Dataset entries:
-=-=-=-=-

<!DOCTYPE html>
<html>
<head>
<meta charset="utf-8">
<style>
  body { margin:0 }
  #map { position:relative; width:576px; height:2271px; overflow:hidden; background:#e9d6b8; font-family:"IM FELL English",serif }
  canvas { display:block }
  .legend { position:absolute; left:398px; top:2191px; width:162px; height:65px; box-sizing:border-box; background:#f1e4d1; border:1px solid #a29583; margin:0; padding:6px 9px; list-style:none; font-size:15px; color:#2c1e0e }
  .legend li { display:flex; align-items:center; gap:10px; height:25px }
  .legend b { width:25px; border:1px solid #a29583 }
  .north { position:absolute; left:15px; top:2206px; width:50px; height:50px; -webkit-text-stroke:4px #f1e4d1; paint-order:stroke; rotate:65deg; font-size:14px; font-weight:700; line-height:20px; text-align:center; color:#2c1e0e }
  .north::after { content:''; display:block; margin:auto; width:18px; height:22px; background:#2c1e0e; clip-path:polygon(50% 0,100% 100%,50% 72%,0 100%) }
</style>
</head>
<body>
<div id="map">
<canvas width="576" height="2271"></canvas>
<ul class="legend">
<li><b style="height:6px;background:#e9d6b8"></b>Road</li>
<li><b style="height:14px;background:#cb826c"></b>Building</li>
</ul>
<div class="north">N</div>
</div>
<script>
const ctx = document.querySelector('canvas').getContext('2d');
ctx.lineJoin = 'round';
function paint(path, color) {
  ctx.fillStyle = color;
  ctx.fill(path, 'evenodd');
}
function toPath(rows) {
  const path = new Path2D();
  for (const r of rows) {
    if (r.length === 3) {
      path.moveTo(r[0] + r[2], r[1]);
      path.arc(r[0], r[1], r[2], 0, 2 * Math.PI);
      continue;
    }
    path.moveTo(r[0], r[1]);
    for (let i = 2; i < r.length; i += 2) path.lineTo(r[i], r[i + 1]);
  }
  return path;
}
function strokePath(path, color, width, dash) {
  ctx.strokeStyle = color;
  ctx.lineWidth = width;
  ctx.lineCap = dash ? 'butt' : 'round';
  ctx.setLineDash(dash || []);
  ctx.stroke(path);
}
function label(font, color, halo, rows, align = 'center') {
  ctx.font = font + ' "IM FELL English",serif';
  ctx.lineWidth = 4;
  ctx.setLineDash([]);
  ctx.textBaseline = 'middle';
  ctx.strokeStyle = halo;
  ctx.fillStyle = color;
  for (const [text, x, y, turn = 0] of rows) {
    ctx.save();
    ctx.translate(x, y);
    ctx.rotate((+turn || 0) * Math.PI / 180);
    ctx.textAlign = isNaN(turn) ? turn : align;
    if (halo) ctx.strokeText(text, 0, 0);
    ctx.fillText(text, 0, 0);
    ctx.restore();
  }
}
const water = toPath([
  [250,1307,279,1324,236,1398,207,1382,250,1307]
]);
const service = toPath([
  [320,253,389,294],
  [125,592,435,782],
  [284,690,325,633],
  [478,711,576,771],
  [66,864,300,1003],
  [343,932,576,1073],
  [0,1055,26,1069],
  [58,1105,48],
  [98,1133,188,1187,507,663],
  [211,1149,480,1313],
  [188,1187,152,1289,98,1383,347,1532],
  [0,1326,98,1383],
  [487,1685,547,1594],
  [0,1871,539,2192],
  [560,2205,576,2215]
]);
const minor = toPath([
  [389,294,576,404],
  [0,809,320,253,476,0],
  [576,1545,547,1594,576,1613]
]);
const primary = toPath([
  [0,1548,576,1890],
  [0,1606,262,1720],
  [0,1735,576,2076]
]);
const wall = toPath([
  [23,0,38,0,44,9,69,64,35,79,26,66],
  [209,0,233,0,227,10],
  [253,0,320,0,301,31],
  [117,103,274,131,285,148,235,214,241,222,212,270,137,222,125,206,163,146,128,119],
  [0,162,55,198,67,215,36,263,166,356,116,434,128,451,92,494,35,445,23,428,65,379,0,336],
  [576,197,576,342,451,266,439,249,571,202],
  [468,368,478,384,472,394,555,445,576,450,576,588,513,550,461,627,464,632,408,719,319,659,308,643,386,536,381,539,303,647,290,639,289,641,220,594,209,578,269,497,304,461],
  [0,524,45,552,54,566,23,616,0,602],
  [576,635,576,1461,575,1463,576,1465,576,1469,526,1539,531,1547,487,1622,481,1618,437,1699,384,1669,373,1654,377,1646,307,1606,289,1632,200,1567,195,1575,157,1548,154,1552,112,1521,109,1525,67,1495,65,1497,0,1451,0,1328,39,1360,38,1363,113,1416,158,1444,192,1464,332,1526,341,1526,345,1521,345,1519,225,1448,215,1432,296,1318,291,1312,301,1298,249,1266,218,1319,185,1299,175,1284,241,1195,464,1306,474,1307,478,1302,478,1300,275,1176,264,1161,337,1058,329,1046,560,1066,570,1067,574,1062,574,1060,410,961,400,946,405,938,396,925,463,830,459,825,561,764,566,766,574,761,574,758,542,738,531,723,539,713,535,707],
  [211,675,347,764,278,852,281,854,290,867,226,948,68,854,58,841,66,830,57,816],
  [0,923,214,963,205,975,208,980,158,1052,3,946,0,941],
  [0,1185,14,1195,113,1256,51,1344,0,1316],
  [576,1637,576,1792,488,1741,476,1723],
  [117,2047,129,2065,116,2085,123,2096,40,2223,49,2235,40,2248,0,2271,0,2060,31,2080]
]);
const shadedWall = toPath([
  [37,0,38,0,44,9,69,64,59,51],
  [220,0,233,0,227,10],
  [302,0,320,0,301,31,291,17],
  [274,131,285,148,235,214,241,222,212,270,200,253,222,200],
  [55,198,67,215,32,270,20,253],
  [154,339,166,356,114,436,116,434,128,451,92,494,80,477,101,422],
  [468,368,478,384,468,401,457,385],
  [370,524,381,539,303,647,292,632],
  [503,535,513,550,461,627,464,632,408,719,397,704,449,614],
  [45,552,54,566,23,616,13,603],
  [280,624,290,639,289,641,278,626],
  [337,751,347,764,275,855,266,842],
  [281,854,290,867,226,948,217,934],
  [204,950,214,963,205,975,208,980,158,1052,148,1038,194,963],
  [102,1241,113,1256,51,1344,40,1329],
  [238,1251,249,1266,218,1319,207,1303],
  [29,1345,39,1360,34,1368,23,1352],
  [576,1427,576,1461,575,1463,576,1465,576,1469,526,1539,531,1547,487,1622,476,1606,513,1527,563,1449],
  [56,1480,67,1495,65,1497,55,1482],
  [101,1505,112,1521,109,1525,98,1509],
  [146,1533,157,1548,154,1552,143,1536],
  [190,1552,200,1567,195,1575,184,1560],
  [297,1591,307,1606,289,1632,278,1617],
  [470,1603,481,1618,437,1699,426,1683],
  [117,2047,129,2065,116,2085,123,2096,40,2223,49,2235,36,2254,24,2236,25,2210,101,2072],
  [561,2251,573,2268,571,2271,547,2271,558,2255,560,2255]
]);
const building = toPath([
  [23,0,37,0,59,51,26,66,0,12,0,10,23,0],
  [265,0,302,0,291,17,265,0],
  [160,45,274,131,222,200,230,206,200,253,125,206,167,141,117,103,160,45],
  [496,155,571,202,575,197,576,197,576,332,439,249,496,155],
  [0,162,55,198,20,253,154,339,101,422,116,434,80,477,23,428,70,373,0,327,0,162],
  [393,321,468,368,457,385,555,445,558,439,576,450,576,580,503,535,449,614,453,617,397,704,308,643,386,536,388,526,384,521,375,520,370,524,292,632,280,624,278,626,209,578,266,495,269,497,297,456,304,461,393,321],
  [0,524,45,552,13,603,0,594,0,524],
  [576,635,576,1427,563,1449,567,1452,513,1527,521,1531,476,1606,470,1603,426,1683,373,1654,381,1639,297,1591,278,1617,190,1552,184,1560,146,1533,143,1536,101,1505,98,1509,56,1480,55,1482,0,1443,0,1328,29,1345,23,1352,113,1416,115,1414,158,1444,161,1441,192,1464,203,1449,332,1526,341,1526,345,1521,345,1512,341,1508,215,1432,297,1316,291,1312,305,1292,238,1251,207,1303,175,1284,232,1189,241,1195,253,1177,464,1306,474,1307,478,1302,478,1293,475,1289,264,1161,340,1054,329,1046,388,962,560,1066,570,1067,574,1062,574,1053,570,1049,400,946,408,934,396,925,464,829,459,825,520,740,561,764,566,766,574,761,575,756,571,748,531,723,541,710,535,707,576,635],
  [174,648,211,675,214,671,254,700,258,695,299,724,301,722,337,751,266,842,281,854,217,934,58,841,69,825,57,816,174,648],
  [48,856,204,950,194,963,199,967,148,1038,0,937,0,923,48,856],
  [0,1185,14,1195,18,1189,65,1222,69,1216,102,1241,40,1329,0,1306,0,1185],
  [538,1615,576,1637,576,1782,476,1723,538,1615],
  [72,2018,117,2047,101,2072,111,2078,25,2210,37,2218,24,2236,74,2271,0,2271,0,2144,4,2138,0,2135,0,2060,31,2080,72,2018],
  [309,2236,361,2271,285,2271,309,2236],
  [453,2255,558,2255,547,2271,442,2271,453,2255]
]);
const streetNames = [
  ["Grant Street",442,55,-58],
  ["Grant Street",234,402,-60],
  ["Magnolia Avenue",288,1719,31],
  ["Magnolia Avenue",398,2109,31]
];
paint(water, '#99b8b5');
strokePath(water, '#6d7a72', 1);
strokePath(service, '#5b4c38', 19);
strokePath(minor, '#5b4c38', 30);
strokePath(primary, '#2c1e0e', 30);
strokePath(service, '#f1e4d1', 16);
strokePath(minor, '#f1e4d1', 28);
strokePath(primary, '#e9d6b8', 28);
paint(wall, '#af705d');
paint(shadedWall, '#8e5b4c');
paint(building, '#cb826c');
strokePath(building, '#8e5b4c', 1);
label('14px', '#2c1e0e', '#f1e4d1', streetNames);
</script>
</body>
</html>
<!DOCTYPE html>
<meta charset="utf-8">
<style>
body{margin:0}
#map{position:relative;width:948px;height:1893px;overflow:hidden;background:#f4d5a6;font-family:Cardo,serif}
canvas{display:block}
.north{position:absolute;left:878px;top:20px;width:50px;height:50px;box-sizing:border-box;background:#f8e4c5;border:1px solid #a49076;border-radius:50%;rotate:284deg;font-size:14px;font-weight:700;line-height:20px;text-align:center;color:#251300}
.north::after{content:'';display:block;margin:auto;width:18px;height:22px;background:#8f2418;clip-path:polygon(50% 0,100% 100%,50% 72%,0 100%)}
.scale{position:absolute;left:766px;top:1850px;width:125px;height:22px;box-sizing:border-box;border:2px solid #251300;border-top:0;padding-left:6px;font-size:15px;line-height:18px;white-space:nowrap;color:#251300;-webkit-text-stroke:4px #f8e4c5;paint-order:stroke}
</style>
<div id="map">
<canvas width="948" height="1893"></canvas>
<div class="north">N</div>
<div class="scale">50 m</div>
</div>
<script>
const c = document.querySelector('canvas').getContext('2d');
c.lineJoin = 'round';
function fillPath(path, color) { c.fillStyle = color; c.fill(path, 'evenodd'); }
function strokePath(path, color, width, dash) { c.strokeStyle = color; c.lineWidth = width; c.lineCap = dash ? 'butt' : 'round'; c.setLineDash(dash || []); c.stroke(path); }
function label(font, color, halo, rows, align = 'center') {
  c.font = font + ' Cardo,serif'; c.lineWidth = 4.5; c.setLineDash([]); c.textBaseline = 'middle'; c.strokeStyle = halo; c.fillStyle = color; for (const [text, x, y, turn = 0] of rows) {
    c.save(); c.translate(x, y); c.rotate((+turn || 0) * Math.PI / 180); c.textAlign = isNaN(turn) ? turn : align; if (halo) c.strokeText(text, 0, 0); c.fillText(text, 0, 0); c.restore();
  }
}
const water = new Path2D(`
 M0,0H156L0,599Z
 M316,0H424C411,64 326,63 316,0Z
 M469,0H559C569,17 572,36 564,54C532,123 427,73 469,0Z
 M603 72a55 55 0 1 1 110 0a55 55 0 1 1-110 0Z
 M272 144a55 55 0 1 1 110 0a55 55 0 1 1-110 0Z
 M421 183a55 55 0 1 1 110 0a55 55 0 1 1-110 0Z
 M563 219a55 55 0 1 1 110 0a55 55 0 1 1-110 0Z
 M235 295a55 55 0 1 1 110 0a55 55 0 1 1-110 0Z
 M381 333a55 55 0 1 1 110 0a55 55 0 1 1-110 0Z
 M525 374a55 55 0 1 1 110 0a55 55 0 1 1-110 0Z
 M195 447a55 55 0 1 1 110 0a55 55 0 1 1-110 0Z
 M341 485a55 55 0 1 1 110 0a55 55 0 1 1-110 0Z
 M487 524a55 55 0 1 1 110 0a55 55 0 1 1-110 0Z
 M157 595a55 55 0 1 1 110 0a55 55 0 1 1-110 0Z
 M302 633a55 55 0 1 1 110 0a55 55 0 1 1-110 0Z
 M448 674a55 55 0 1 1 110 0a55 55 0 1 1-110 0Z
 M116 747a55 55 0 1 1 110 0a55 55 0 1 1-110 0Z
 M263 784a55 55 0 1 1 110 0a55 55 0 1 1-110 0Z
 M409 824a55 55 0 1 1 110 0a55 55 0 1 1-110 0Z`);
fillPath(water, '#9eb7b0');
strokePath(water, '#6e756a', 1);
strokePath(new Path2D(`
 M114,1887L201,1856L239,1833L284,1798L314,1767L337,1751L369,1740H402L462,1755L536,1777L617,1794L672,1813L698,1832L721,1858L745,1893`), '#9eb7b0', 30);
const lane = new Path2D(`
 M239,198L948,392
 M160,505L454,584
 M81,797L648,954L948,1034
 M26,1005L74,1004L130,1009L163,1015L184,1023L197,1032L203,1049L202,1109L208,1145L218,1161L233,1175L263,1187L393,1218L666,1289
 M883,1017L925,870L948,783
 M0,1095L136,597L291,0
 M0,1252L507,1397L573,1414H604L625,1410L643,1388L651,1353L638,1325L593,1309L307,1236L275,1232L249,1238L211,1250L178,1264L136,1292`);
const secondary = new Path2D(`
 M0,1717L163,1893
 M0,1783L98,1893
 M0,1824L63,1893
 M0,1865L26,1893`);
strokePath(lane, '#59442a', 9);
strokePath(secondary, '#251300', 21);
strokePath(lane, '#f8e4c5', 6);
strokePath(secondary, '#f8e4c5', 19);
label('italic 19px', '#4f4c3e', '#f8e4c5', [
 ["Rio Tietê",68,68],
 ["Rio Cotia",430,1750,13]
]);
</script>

-=-=-=-=-

WHAT TO PRODUCE: Which lines above hold the word "strokeText"? Copy each of them.

RESPONSE TO THE TASK:
    if (halo) ctx.strokeText(text, 0, 0);
    c.save(); c.translate(x, y); c.rotate((+turn || 0) * Math.PI / 180); c.textAlign = isNaN(turn) ? turn : align; if (halo) c.strokeText(text, 0, 0); c.fillText(text, 0, 0); c.restore();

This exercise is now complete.